With two Jimmy Grants souvlaki joints already in Westfield and Newtown, Calombaris has his eye set on Bondi Junction where he chose to launch a hybrid eatery, combining the souva with frozen yoghurt.

The celebrity chef’s mother company Made Establishment Group, acquired the popular frozen yoghurt chain Yo-Chi last February; joining the two businesses has been on Calombaris’ mind since the acquisition.

“It probably is and will be our biggest challenge,” he told Broadsheet, however he believes that the souvlaki and frozen yoghurt partnership is a natural step for the business in Bondi Junction given that both staples are super popular and Greeks happen to be the main consumers, especially when it comes to Greek yoghurt.
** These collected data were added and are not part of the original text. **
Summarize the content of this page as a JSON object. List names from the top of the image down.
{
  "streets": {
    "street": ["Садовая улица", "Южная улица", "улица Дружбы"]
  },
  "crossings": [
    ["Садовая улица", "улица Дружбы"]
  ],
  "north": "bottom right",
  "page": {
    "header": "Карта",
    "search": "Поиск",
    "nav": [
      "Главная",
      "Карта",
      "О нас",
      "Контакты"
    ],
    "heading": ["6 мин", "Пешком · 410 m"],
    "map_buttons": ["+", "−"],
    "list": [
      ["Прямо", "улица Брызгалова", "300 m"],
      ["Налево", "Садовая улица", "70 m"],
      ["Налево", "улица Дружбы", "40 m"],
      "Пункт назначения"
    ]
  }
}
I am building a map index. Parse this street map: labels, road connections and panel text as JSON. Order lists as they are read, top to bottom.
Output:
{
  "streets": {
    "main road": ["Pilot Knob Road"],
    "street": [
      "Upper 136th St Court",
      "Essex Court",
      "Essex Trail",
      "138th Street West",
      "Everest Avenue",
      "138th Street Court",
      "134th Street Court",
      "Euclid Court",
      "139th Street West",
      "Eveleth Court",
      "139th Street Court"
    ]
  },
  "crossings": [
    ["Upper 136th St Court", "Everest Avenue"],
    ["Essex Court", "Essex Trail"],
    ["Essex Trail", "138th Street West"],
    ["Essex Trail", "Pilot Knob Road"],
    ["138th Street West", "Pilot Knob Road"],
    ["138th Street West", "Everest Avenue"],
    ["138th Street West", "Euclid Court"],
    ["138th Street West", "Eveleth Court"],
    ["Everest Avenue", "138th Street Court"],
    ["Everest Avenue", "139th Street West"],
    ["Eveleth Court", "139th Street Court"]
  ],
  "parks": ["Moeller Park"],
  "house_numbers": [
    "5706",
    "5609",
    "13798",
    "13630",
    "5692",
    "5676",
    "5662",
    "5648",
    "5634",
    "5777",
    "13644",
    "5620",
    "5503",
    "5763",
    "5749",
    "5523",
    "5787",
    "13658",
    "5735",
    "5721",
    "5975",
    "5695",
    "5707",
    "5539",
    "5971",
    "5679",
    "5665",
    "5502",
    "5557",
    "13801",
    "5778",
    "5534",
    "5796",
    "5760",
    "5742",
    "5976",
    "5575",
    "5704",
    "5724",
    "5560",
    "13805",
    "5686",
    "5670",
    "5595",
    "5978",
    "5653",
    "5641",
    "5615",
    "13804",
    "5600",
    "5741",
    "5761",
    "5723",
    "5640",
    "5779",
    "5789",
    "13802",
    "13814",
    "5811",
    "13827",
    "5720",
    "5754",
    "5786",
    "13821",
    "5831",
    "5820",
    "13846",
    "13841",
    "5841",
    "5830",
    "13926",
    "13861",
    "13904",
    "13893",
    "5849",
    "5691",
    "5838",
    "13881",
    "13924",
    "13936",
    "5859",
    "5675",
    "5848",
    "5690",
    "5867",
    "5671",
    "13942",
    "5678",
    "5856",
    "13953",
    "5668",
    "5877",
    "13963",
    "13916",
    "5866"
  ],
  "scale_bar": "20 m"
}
“They’re different cities. People go on about that whole Sydney/Melbourne rubbish – I don’t buy into it. I buy into the fact they’re both wonderful and they’ve both got their own beauties.
“It’s a different market up here; they know what a kebab is up here, 100 per cent, but they don’t know what a souva is. That’s what we’ve learned quickly.”

Acquiring Yo-Chi and taking both the Jimmy Grants and Yo-Chi brand names into Sydney comes after a hard financial year for Calombaris, a year that also saw the famous chef’s company receive waves of negative publicity. After back-paying 160 Made Establishment employees a good $2.6 million in under-paid wages last year, he was faced with an assault conviction following a footie match.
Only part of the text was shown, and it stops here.